Bu süreçte 10 kez kalbinin durduğunu belirten ve eşinden gördüğü bu vefalı davranışların kendisini hayata bağladığını anlatan Baki Işıktaş, "Eşimin hakkı üzerimde çoktur bana helal etmese halim iyi olmaz hakkını hiçbir zaman ödeyemem ne kadar dua etsem eşime azdır. Bir dediğimi iki etmiyor. Allah binlerce defa razı olsun ben çok duacıyım hiçbir zaman benden taraf aciz olmadı bir of bile demedi bana çok memnunum ondan, dünyada tek unutulmayan dalım kıymetli eşimdir vefakardır cefakardır ve fedakardır müthiş derecede tedavimde yardımı oluyor ne kadar onun insanlığından bahsetsem azdır. Allah ondan razı olsun. Ben ondan memnunum. Eşim benim bakıcım, eşim, arkadaşım, her şeyim oldu. Çok mutluyum eşlerini bırakan aileleri görüyoruz" diye konuştu.

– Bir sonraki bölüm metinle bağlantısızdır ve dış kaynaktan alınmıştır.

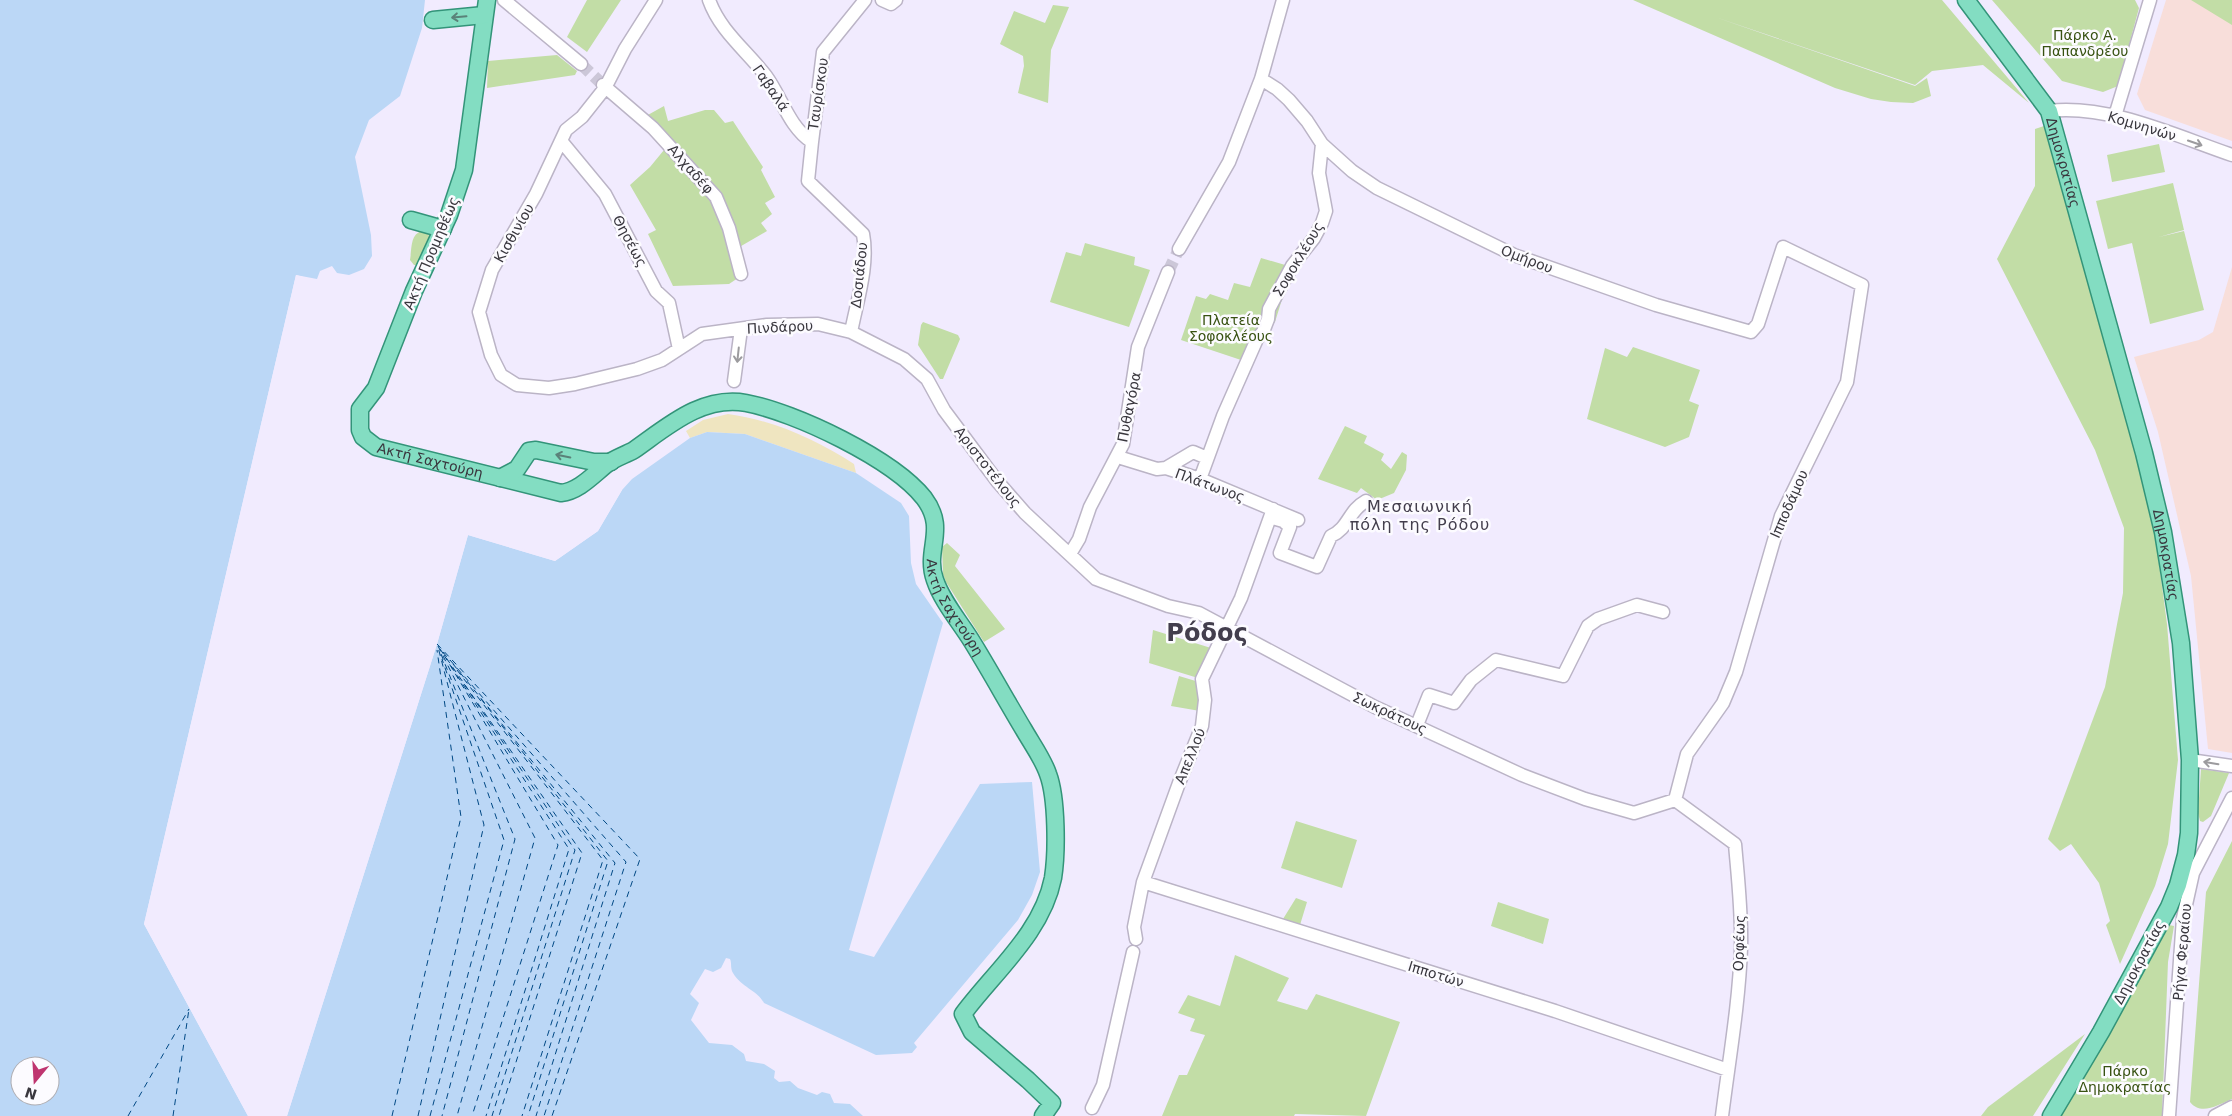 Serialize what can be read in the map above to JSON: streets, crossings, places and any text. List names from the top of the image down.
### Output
{
  "streets": {
    "main road": ["Δημοκρατίας", "Ακτή Προμηθέως", "Ακτή Σαχτούρη"],
    "street": [
      "Γαβαλά",
      "Ταυρίσκου",
      "Κομνηνών",
      "Αλχαδέφ",
      "Κισθινίου",
      "Θησέως",
      "Σοφοκλέους",
      "Ομήρου",
      "Δοσιάδου",
      "Πινδάρου",
      "Πυθαγόρα",
      "Αριστοτέλους",
      "Πλάτωνος",
      "Ιπποδάμου",
      "Σωκράτους",
      "Απελλού",
      "Ορφέως",
      "Ρήγα Φεραίου",
      "Ιπποτών"
    ]
  },
  "crossings": [
    ["Γαβαλά", "Ταυρίσκου"],
    ["Γαβαλά", "Δοσιάδου"],
    ["Ταυρίσκου", "Δοσιάδου"],
    ["Κομνηνών", "Δημοκρατίας"],
    ["Αλχαδέφ", "Κισθινίου"],
    ["Κισθινίου", "Θησέως"],
    ["Κισθινίου", "Πινδάρου"],
    ["Θησέως", "Πινδάρου"],
    ["Ακτή Προμηθέως", "Ακτή Σαχτούρη"],
    ["Σοφοκλέους", "Ομήρου"],
    ["Σοφοκλέους", "Πλάτωνος"],
    ["Ομήρου", "Ιπποδάμου"],
    ["Δοσιάδου", "Πινδάρου"],
    ["Πινδάρου", "Αριστοτέλους"],
    ["Πυθαγόρα", "Αριστοτέλους"],
    ["Πυθαγόρα", "Πλάτωνος"],
    ["Πυθαγόρα", "Σωκράτους"],
    ["Αριστοτέλους", "Σωκράτους"],
    ["Ιπποδάμου", "Σωκράτους"],
    ["Ιπποδάμου", "Ορφέως"],
    ["Σωκράτους", "Απελλού"],
    ["Σωκράτους", "Ορφέως"],
    ["Απελλού", "Ιπποτών"],
    ["Ορφέως", "Ιπποτών"]
  ],
  "one_way": ["Κομνηνών"],
  "districts": ["Μεσαιωνική πόλη της Ρόδου", "Ρόδος"],
  "parks": ["Πάρκο Α. Παπανδρέου", "Πλατεία Σοφοκλέους", "Πάρκο Δημοκρατίας"],
  "north": "bottom"
}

"Evlendiğimizde iyi günde de kötü günde de diye söz verdik"
Evlendiklerinde iyi günde de kötü günde de beraber olacaklarına dair söz verdiklerini belirten ve ömrünün sonuna kadar eşine bakacağını dile getiren Özlem Işıktaş ise, eşinin yaklaşık 10 yıldır hasta olduğunu söyledi. Işıktaş, "Gece gündüz demeden eşimin tedavisi için sağlığı için elimden gelen imkanlarımı seferber ediyorum sahip çıkıyorum. Çünkü iyi günde de kötü günde de beraber olacağım için söz vermiştim. Çok yoruluyorum çok zorlanıyorum. İhtiyaçlarını görüyorum. Tedavisi ağır bir hastalıktır. Onun için haftada iki defa özel rehabilitasyon merkezine götürüyorum devlete bağlı rehabilitasyon merkezine götürüyorum masrafları devlet ödüyor. Tek dileğim eşimin iyi olmasıdır. Eşime çok iyi bakıyorum. Doktorlarda şaşırıyorlar. Diyorlar ki; bu kadar iyi bakıyorsun hiçbir yerinde vücudunda yatak yarası olmadı. Doktorlarda sağ olsun eşimle ilgileniyorlar. Nihayetinde ahiretimdir. Hesap günü Allah’a hesap vereceğiz. Cenab-ı Allah görüyor yeterdir bana. Mecburum yapmak zorundayım. Eşimden memnunum yaşantımızdan memnunuz Allah’ın vermiş olduğu bir hastalıktır. Şükrediyoruz. Eşim aldığı ilaçlardan dolayı psikolojisi bozuldu. Ben hayatta olduğum sürece eşime bakmak zorundayım. Rabbim biliyor, halimize şükrediyoruz. Her tarafa götürdüm çare bulamadık. Tedavilerini yapıyoruz. Evde bakım için evde bakım hizmeti geliyor ayda 2 defa. En iyi şekilde tedavilerini yapıyorlar. Acil durumlarda doktorlara haber veriyorum. Evde bakım hizmeti geliyor gereken müdahaleyi yapıyor. Fizik hareketlerini yaptırıyorum. Allah kimseyi yatağa mahkum etmesin eşim bana Allah’ın emanetidir" diye konuştu.